Monaco resident Jim Ratcliffe is expanding his INEOS empire into China, signing three separate deals with state-backed China Petroleum and Chemical Corporation, which are expected to make a combined turnover of €10 billion from seven tonnes of capacity.
Jim Ratcliffe’s rags to riches story of growing up in a Manchester, England council estate to becoming the UK’s richest man are the stuff of legend. His company, INEOS, a chemical company, proclaims on their website that their “products touch every aspect of modern-day life”, and now they are expanding ever further.
The Monaco-based tycoon is making the news again, this time for the signing of three deals with China Petroleum and Chemical Corporation (SINOPEC) worth an estimated €7 billion.
The deals include INEOS acquiring a 50% stake in Shanghai SECCO Petrochemical Compnay (SECCO), a subsidiary of SINOPAEC. SECCO at present has a production capability of 4.2 millon tonnes of petrochemicals in its 200 hectare facility producing substances such as ethylene, propylene styrene and benzene amongst others.

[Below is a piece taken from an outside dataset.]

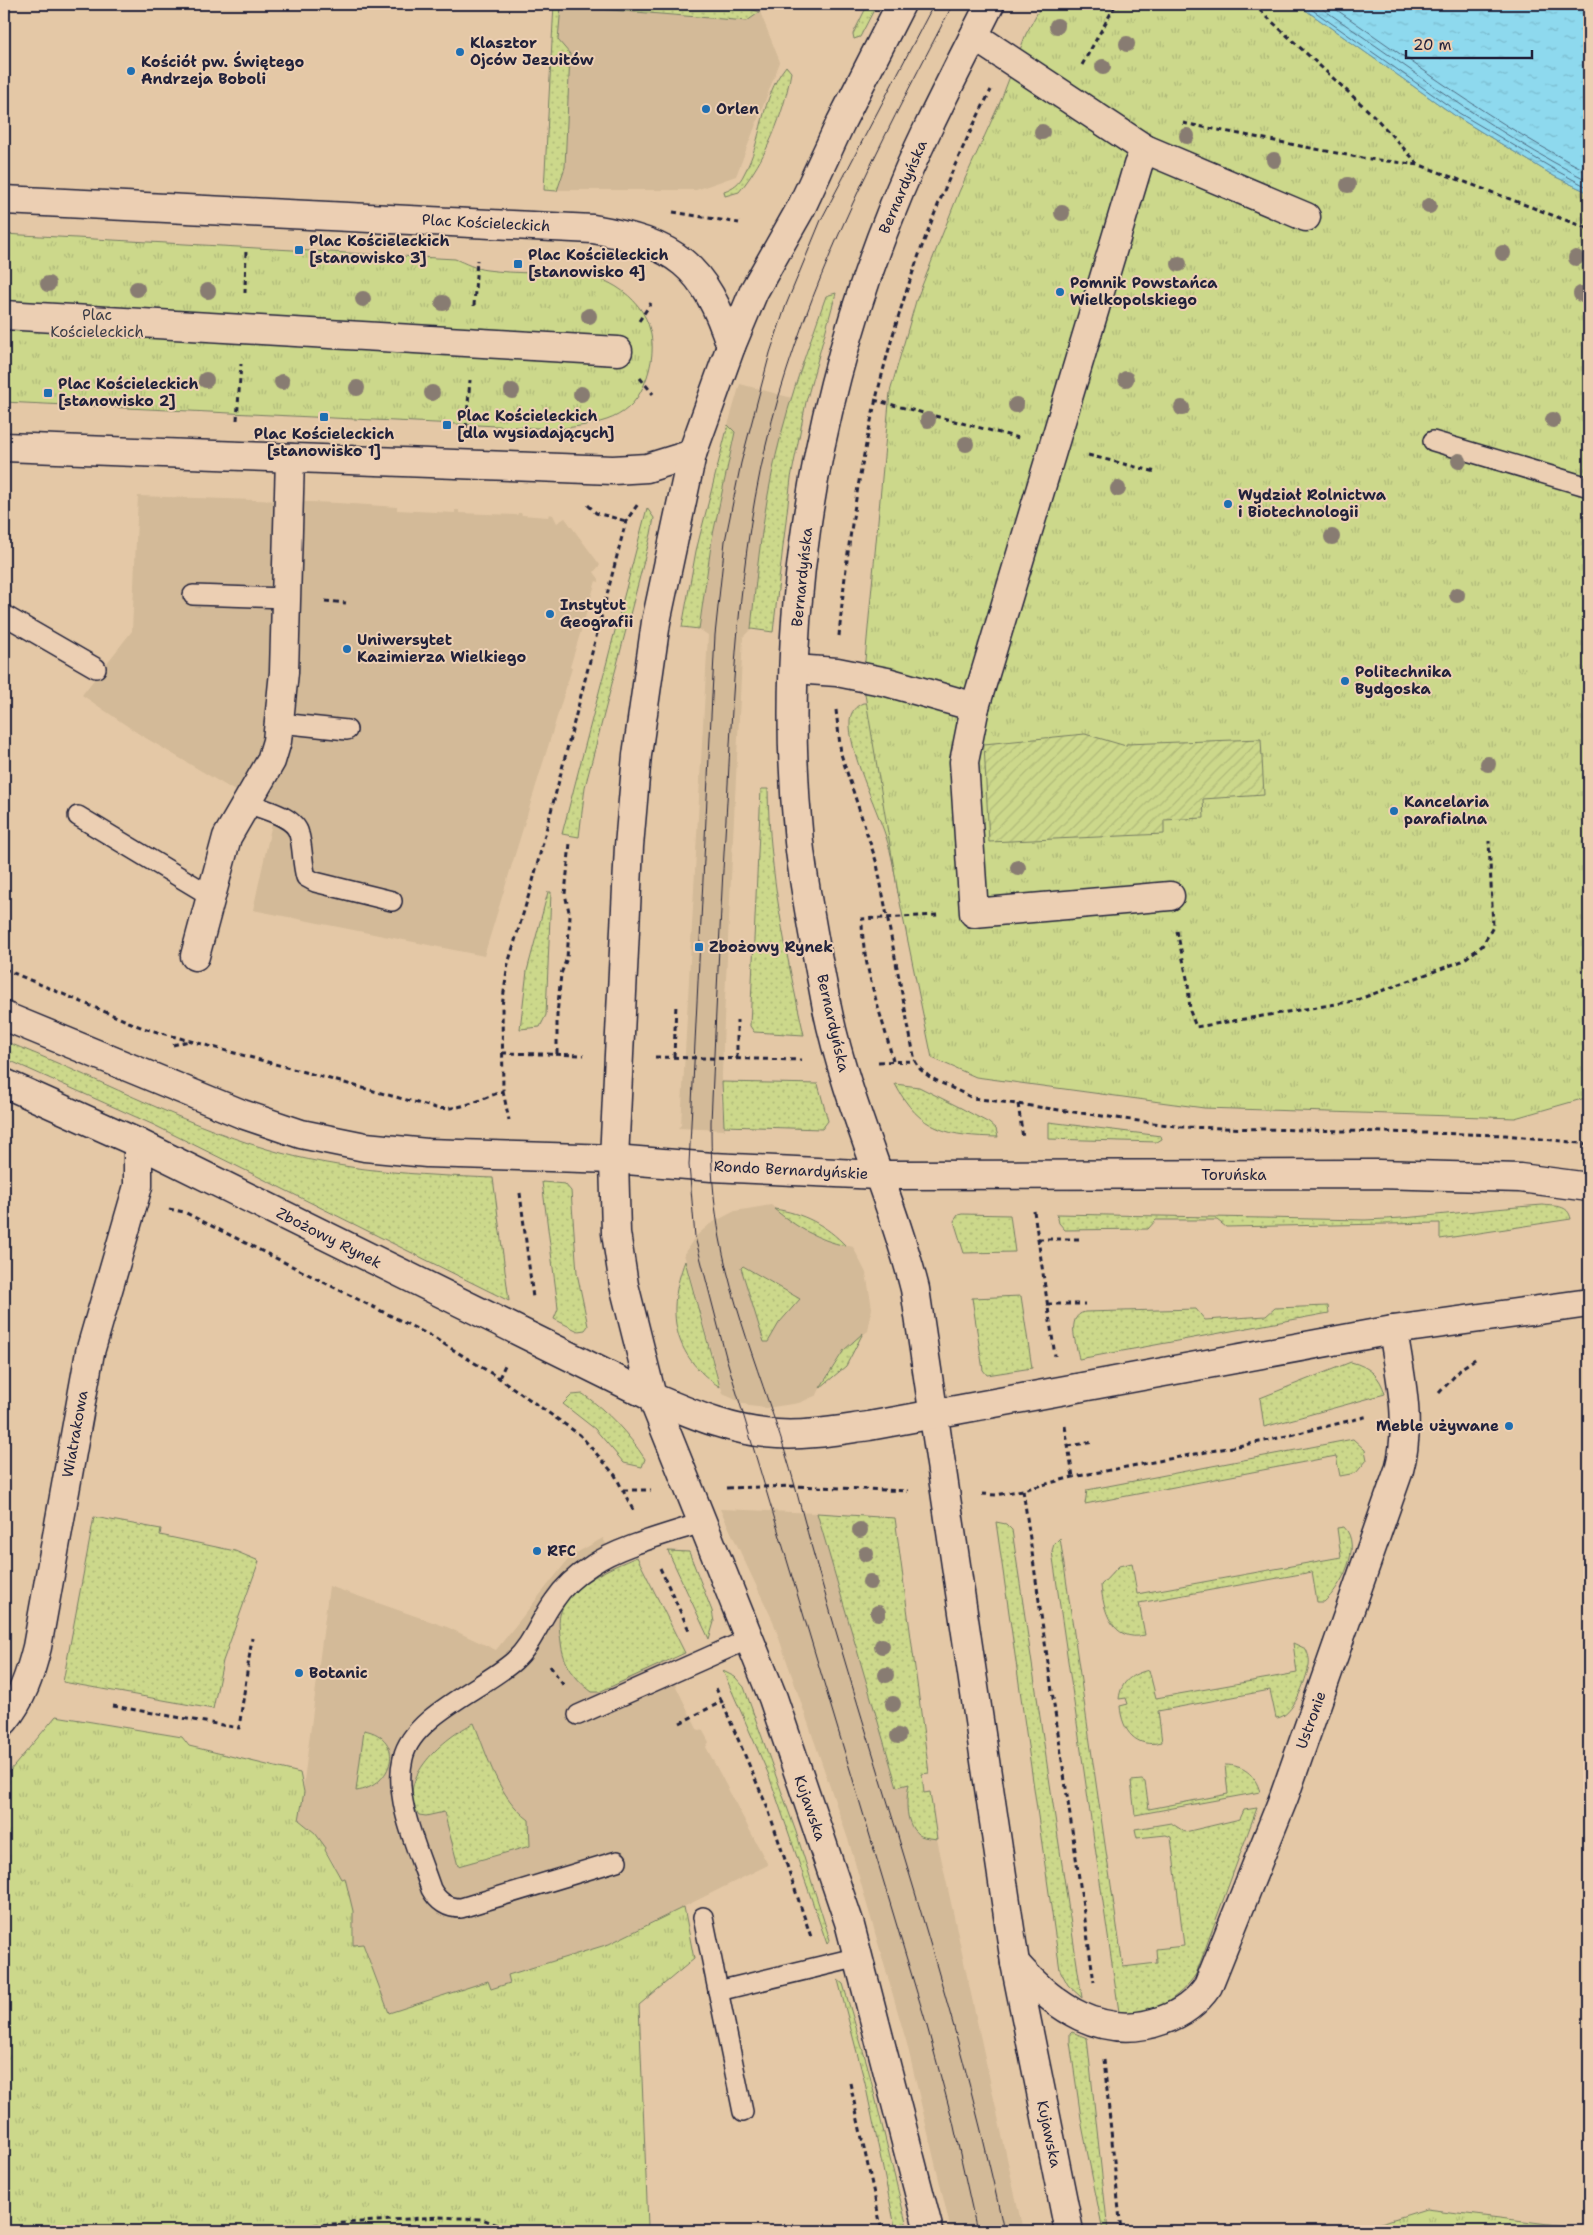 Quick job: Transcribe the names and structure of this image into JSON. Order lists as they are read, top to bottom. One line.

INEOS has also agreed to set up a new 50-50 project alongside SINOPEC to increase production capacity of up to 1.2 million tonnes of Acrylonitrile butadiene styrene (ABS), a thermoplastic polymer, to meet China’s demands.
Finally, the two companies will create another 50-50 venture to build a 500,000 high density poly ethylene (HDPE) plant in Tianjin. The hopes are that this is only the first jointly-built plant and that two additional factories will be built in the near future. The Tianjin plan is expected to go online in late 2023.
INEOS and SINOPEC already work together since the acquisition of BP’s acetyls and aromatics business in January 2021.
“These agreements significantly reshape INEOS’ petrochemical production and technology in China,” said Ratcliffe. “We are pleased to make these major investments with SINOPEC in areas that provide the best growth opportunities for both companies. Both parties recognise the potential for closer collaboration across a number of other areas as we look ahead.”
Each transaction is anticipated to be finished before the end of 2022. They will be financed through a combination of internal cash resources and external financing.